Aún así, en medio de estas interrogantes, subieron su rendimiento ciertos jugadores que sólo habían demostrado vacilaciones López, Rosa, Barra y debo destacar –ahora sí- al chiquilín Ignacio Rivera, de juego simple, más directo, sin apichangamiento y su gol de impecable y certero cabezazo, que indudablemente le dará más confianza en su juego y en su receptibilidad para entender y aceptar los consejos –o tirones de orejas- de quienes sabemos en demasía de este cuento. Bien y a seguir progresando; aprender a sacar provecho de las infracciones, en beneficio del equipo, sobretodo cuando se trata de ganar segundos valiosos, estando con el agua al cuello.

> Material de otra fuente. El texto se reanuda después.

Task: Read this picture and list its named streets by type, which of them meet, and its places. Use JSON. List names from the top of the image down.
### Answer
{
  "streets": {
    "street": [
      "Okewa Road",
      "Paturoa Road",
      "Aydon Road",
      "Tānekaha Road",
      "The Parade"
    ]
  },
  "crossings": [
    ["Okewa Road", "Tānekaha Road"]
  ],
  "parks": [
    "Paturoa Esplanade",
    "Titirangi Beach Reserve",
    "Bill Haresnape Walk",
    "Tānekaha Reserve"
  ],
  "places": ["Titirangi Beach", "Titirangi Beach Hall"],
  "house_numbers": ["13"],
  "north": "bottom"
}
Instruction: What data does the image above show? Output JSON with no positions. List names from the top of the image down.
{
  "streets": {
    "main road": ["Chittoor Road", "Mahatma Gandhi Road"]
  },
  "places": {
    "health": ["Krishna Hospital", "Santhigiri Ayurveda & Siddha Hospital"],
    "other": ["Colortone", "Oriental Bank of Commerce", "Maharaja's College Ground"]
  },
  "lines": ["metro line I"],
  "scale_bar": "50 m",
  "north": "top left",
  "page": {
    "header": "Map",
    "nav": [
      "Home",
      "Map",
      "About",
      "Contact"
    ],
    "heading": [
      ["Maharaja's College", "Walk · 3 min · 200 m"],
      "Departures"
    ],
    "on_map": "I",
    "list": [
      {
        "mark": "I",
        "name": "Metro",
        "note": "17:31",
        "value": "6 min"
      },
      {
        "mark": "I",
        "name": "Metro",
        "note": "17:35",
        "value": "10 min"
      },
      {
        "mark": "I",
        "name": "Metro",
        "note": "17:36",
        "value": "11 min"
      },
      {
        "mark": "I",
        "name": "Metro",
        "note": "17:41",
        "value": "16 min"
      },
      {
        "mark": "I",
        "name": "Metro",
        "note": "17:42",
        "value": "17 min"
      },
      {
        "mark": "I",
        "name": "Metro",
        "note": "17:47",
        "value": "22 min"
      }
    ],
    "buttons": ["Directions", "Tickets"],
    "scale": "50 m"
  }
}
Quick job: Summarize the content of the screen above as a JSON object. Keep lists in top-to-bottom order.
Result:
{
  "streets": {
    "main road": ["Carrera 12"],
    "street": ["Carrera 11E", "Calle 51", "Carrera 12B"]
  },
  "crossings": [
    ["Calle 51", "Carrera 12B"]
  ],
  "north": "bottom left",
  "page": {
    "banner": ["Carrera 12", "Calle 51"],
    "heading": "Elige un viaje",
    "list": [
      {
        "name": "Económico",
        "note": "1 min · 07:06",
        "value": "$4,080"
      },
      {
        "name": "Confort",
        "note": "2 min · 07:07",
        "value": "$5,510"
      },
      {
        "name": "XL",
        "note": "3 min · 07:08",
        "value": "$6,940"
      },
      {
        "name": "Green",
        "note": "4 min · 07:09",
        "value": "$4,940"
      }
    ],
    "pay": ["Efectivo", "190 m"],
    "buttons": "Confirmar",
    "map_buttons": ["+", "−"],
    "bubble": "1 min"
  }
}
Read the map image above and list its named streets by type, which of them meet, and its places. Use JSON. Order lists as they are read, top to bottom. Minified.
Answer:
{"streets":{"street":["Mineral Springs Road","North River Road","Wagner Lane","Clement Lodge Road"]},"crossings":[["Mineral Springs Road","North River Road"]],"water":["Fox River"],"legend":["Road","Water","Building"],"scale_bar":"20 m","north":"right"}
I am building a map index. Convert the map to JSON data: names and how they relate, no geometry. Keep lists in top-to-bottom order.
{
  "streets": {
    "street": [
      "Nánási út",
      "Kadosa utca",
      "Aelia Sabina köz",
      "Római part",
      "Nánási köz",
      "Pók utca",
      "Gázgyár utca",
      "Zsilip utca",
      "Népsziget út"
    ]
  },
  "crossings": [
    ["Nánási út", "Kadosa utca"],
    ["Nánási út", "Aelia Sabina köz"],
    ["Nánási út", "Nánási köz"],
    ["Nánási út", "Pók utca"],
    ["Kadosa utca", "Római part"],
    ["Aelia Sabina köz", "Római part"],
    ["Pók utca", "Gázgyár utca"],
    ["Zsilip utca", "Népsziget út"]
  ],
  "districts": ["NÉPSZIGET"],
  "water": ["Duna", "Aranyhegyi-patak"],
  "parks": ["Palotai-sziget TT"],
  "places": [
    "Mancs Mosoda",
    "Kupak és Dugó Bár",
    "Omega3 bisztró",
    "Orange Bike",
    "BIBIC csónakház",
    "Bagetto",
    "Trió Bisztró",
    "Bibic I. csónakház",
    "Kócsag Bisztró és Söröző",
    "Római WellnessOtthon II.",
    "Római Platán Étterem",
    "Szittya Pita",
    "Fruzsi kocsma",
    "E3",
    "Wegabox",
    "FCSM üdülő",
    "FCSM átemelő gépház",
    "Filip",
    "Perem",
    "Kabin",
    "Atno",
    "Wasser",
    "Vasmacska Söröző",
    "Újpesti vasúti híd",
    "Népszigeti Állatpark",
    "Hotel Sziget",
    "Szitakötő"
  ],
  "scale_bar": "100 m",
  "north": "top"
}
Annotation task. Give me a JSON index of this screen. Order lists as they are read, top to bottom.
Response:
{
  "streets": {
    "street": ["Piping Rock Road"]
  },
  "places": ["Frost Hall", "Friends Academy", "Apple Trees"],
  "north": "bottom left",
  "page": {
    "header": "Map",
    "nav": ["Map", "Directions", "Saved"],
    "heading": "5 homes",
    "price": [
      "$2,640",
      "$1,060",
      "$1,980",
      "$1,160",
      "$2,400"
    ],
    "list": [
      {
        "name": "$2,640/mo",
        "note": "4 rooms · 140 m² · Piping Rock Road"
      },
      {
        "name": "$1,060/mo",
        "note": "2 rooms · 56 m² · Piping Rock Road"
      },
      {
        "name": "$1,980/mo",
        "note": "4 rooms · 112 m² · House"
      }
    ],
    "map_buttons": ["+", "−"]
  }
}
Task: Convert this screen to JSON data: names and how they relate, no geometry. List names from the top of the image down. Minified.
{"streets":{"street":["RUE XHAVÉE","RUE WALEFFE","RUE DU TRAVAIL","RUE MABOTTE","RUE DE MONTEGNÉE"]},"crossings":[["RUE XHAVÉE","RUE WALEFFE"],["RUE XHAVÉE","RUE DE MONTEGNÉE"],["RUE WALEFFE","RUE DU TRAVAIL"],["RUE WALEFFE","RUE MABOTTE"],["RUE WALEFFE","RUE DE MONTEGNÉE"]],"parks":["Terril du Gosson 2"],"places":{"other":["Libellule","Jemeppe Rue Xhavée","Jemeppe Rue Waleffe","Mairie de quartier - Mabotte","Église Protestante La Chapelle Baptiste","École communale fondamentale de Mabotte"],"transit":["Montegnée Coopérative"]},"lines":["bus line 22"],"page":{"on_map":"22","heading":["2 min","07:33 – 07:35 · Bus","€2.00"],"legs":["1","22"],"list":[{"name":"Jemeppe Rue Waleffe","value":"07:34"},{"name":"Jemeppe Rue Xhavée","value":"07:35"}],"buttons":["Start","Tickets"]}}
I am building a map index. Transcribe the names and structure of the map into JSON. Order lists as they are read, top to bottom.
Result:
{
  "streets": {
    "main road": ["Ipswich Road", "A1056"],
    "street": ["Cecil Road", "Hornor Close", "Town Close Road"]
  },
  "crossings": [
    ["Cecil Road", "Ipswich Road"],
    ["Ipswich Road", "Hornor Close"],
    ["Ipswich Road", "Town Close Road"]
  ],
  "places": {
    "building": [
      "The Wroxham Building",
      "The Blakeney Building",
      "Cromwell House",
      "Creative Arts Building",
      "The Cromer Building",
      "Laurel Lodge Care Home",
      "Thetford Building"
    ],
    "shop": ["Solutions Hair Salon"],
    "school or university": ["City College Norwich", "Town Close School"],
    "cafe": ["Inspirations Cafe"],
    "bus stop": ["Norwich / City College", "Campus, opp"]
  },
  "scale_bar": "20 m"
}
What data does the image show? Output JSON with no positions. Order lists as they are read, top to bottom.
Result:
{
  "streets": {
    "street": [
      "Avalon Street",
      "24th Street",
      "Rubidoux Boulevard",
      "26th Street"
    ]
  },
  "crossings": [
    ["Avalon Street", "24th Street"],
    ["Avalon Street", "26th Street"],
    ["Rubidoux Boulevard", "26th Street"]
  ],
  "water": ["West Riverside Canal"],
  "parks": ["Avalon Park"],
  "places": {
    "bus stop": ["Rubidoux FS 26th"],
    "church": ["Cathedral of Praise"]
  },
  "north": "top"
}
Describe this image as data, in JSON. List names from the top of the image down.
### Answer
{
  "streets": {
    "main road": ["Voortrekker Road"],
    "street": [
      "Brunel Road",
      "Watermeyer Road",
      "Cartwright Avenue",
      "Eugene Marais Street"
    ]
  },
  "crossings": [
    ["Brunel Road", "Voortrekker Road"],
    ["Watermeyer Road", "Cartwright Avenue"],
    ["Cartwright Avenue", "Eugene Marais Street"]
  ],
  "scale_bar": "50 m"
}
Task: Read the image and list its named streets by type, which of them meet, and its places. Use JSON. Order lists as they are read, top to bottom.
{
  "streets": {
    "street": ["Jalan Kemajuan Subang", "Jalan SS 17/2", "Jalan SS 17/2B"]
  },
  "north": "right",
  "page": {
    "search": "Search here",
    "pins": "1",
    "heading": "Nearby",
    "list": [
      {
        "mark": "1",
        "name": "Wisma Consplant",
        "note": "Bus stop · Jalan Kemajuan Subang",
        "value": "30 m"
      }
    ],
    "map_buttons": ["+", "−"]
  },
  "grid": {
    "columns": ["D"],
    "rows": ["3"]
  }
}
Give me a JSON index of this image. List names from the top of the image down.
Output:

En síntesis, lo más rescatable fueron los puntos que quedaron en casa, la reacción de la hinchada apoyando con fervor al equipo (después de esos somnolientos 78 minutos). ¿Las dudas?, reitero, la verdadera categoría de este plantel, que insisto es menos que el año pasado. Y lo negativo, el error de  Huerta –al más puro estilo del flaco Ibarra- que casi cuesta el empate, sobre el final  (también como le sucedía al neófito flaquito).